When she walks, she limps, and when she eats her breakfast, she puts no weight on her rear left leg. If I touch the leg, she squeals, very quietly, almost a whimper.
She had her first visit to the vet last night--to our vet, Dr. J., that is--and I think the soreness and slight fever (she has been shivering all morning) are a reaction to the Lyme disease vaccine. She also got her second distemper shot, and a full checkup (which was free, since she's a rescue dog), and she was handed around from vet tech to vet tech, who oooed and ahhhed over her and smooched her snout.
She licked them on the nose, but she chewed on Dr. J's hand and he said, opening her mouth, "Look at that. She's like a little shark."

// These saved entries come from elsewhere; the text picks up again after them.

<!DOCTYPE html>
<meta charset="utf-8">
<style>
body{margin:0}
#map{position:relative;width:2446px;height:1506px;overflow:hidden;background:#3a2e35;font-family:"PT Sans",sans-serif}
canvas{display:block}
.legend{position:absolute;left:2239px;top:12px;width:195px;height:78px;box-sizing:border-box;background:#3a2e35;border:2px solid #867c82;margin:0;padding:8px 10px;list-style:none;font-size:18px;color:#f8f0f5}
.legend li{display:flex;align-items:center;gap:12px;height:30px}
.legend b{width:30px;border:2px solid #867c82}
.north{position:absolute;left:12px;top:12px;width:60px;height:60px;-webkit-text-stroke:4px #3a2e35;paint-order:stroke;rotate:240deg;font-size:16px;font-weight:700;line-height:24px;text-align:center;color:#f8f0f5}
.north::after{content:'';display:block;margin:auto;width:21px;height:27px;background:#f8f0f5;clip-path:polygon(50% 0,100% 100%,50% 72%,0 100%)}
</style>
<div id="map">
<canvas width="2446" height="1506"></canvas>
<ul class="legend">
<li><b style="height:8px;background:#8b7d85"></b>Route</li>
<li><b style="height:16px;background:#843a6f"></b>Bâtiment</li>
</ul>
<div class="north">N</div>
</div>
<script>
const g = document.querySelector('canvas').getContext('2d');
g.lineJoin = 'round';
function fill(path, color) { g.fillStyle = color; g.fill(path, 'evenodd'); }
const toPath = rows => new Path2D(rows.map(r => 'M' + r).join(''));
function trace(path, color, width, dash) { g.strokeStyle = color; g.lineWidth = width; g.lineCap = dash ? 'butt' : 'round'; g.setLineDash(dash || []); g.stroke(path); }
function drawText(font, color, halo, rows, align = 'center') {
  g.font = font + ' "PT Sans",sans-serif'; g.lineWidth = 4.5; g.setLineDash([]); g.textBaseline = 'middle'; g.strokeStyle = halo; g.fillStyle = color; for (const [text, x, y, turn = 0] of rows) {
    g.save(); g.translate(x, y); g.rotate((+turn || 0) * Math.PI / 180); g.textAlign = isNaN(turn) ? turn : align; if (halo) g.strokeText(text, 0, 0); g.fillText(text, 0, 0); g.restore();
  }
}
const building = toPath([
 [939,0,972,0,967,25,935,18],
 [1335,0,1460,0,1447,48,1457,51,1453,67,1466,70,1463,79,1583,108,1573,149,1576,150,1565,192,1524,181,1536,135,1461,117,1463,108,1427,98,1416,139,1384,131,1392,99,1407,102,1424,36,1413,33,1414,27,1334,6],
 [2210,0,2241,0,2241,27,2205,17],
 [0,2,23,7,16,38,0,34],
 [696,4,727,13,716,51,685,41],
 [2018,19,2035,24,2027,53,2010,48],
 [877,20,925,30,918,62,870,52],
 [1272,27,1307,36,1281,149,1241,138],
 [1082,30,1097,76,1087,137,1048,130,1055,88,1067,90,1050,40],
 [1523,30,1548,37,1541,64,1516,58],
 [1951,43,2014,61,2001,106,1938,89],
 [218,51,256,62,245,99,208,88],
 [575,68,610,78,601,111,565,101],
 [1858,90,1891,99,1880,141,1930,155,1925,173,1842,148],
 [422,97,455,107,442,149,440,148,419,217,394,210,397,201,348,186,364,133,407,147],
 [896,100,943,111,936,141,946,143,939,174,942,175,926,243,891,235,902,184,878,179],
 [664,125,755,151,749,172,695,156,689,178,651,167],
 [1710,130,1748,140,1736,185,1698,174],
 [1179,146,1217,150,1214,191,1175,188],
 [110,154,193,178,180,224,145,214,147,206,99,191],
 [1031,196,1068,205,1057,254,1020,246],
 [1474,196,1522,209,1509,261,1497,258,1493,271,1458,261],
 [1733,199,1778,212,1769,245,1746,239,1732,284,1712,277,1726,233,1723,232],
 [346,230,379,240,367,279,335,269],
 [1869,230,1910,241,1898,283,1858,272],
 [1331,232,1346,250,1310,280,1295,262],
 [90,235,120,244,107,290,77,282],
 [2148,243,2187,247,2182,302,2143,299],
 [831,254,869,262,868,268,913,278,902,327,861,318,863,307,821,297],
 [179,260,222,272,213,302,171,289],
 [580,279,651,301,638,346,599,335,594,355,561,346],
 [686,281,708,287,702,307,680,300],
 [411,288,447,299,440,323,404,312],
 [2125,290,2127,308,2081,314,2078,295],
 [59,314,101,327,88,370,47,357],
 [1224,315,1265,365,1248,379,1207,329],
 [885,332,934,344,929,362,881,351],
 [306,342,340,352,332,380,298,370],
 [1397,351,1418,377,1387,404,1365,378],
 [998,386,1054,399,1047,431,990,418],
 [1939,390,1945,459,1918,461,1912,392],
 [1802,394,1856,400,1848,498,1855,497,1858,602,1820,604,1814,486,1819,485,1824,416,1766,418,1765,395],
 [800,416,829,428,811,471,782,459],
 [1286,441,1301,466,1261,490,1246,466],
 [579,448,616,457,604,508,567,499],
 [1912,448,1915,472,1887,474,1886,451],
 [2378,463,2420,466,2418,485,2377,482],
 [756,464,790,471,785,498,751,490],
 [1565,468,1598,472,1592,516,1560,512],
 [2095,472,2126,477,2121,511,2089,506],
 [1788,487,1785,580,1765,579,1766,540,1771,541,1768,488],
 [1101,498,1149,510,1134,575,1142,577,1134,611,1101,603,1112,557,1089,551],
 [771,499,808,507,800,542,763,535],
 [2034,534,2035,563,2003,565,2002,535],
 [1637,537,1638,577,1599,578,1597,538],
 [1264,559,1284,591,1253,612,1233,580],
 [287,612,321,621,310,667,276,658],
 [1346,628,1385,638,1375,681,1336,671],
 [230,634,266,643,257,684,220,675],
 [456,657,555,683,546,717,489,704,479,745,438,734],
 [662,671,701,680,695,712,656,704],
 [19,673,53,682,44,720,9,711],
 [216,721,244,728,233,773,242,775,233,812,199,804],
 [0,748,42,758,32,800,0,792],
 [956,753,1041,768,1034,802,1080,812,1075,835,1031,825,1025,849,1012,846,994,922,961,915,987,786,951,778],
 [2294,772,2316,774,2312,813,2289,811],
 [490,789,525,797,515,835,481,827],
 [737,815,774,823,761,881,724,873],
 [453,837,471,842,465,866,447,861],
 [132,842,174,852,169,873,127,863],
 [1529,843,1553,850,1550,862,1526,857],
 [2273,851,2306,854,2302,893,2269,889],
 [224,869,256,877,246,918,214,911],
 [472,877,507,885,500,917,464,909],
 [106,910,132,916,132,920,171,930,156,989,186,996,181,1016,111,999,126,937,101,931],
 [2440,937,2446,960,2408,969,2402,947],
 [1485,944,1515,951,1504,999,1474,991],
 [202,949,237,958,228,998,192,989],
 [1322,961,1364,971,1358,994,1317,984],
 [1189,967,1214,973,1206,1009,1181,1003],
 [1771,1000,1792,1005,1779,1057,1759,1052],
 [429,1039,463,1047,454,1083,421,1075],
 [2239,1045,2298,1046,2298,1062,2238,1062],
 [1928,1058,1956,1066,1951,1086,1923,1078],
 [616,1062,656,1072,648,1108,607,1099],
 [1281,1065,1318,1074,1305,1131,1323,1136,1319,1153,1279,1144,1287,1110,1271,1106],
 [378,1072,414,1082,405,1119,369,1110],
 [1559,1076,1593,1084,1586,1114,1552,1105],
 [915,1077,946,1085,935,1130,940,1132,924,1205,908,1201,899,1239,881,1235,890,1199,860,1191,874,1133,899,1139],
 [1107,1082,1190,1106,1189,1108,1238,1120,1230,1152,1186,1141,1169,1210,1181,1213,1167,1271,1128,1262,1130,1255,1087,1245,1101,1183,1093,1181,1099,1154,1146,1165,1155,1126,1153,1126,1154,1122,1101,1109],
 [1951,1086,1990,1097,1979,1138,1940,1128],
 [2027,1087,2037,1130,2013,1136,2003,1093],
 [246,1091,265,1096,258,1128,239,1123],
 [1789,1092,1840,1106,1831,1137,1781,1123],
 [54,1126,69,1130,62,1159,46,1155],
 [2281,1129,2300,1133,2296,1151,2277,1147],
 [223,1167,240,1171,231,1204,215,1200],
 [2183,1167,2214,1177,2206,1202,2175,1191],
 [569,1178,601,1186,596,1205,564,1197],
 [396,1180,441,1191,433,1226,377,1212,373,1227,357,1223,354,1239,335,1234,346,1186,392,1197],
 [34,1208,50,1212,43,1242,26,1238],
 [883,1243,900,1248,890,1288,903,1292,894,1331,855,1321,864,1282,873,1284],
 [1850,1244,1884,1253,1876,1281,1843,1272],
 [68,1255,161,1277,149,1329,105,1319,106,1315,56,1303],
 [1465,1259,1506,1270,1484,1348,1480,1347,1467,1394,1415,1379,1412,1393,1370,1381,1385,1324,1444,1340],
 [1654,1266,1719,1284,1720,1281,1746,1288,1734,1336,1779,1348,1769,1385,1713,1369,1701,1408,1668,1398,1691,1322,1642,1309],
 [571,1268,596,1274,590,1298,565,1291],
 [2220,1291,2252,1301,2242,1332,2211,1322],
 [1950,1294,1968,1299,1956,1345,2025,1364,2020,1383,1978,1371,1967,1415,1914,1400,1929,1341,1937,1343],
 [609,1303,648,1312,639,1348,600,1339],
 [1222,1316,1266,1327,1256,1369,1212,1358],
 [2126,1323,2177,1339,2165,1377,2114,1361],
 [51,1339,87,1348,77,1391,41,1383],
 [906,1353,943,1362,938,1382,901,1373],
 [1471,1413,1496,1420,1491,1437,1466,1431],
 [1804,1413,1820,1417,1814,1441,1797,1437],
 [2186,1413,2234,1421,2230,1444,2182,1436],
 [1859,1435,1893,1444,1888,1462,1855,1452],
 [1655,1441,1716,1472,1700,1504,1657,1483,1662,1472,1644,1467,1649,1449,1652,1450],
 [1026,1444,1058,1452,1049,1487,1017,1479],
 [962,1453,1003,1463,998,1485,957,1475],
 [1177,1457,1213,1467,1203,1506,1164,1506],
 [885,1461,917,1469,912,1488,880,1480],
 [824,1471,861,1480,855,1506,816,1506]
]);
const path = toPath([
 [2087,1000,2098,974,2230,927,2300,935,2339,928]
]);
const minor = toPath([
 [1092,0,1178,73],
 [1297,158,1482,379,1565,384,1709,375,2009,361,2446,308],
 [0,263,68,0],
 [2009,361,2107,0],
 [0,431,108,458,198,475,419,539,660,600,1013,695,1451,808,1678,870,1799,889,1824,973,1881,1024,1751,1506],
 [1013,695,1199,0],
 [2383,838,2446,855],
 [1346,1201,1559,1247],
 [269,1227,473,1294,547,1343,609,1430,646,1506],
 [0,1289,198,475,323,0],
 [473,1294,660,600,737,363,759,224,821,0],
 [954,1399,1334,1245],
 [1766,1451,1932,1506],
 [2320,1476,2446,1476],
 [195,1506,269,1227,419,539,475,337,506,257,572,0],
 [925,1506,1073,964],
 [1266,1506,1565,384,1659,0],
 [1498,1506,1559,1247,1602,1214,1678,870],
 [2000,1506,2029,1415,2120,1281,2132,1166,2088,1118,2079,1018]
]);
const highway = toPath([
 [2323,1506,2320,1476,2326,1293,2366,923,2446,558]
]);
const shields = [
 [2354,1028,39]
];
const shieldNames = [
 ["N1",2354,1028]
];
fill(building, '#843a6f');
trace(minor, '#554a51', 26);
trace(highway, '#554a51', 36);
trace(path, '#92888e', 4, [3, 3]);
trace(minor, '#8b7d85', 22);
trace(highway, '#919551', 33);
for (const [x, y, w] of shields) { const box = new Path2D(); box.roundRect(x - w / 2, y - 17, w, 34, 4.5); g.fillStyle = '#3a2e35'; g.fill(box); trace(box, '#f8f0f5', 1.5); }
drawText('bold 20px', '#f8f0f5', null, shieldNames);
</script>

In the exam room, she thrashed while he was trying to listen to her heart (he eventually picked her up and held her close to his chest, and she quieted--a little). By the end of the exam she was making those Cujo-like growls that she makes when she is overly excited, and as we were leaving, Dr. J said, "Tell Doug congratulations, and he has my sympathies."
She's a good weight, and very healthy, other than a tiny heart murmur, which Dr. J. believes she will outgrow. (Toby had a heart murmur later in life and that's what eventually killed him; Boscoe had a heart murmur most of his life and it never grew worse and never caused him any trouble at all.)
This part of responsible parenting is hard: Shots, and exams, and in a week or two she must be spayed, which we are really dreading (Doug said, "But she's so little!") and then there will be more shots.
But it must be done. I hope the Lyme vaccine wasn't a mistake; we are going Up North in May, and there are ticks galore up there. But right now she looks confused and miserable. I will call the vet clinic when it opens and make sure that this soreness, this slight feverishness, this limping, is all to be expected. (She did eat her breakfast just fine, and drank water.) But, man, for Rosie to be quiet and subdued is really something.
Oh my god. She looks so sweetly sick. She is sitting at the end of the porch couch, holding her stuffed raccoon in her mouth, a blanket over her shoulders, staring sadly out the window. Or maybe not sadly; maybe that's just me.